Assertiveness and how to say No.

Mat Daniel


In this episode, I talk about assertiveness, and how to say no. I explain why saying no is difficult, I outline ways of thinking that might help, and share two frameworks to say no in a socially acceptable way.

Podcast Transcript

Welcome to Doctors at Work. My name’s Mat Daniel and this podcast is about doctors’ careers. Today I’m exploring assertiveness and how to say no.

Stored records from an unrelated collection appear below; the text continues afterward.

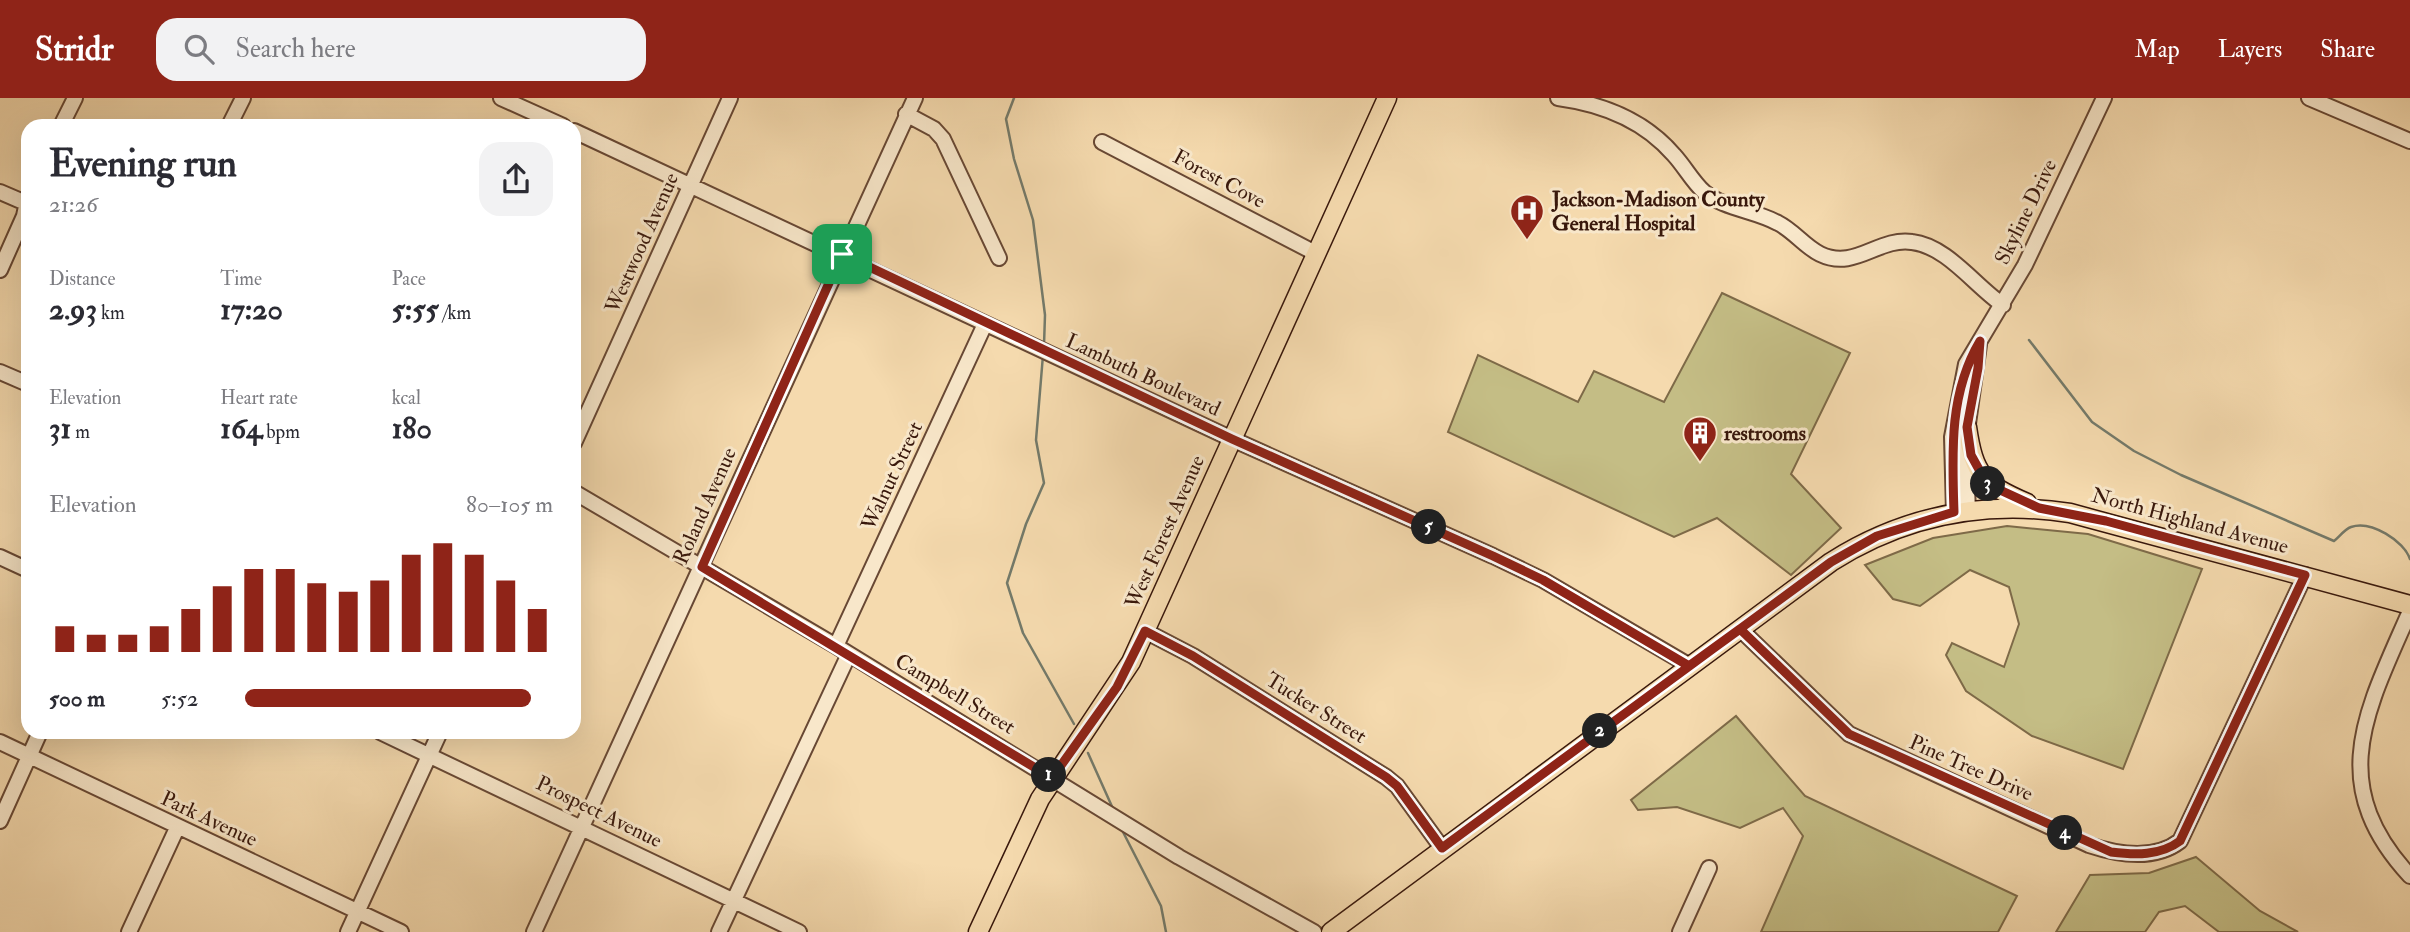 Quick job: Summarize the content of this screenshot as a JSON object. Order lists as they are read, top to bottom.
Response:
{
  "streets": {
    "main road": ["North Highland Avenue", "West Forest Avenue"],
    "street": [
      "Forest Cove",
      "Skyline Drive",
      "Westwood Avenue",
      "Lambuth Boulevard",
      "Walnut Street",
      "Roland Avenue",
      "Campbell Street",
      "Tucker Street",
      "Pine Tree Drive",
      "Prospect Avenue",
      "Park Avenue"
    ]
  },
  "crossings": [
    ["Forest Cove", "West Forest Avenue"],
    ["Skyline Drive", "North Highland Avenue"],
    ["Westwood Avenue", "Lambuth Boulevard"],
    ["Lambuth Boulevard", "Walnut Street"],
    ["Lambuth Boulevard", "Roland Avenue"],
    ["Lambuth Boulevard", "North Highland Avenue"],
    ["Lambuth Boulevard", "West Forest Avenue"],
    ["Walnut Street", "Campbell Street"],
    ["Walnut Street", "Prospect Avenue"],
    ["Roland Avenue", "Campbell Street"],
    ["Roland Avenue", "Prospect Avenue"],
    ["North Highland Avenue", "Tucker Street"],
    ["North Highland Avenue", "Pine Tree Drive"],
    ["West Forest Avenue", "Campbell Street"],
    ["West Forest Avenue", "Tucker Street"]
  ],
  "places": {
    "hospital": ["Jackson-Madison County General Hospital"],
    "building": ["restrooms"]
  },
  "page": {
    "header": "Stridr",
    "search": "Search here",
    "nav": ["Map", "Layers", "Share"],
    "heading": ["Evening run", "21:26"],
    "stats": [
      ["Distance", "2.93 km"],
      ["Time", "17:20"],
      ["Pace", "5:55 /km"],
      ["Elevation", "31 m"],
      ["Heart rate", "164 bpm"],
      ["kcal", "180"]
    ],
    "pins": [
      "3",
      "5",
      "2",
      "1",
      "4"
    ],
    "chart": ["Elevation", "80–105 m"],
    "list": [
      {
        "name": "500 m",
        "note": "5:52"
      }
    ]
  }
}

Assertiveness for me is about standing up for your needs in a socially acceptable manner. And a classic example of assertiveness would be saying no. Of course, saying no is very difficult for many of us and there are a number of reasons why that might be.

I think a big one is about a need for approval. We all want, and we all need to be liked, and from a very young age, we’re conditioned to say yes, and we’re told that if we say no, then that’s a bad thing. And that means that when we say no, we then worry that other people won’t like us, or we worry what they think, that they think we’re selfish, or we worry it will lead to conflict.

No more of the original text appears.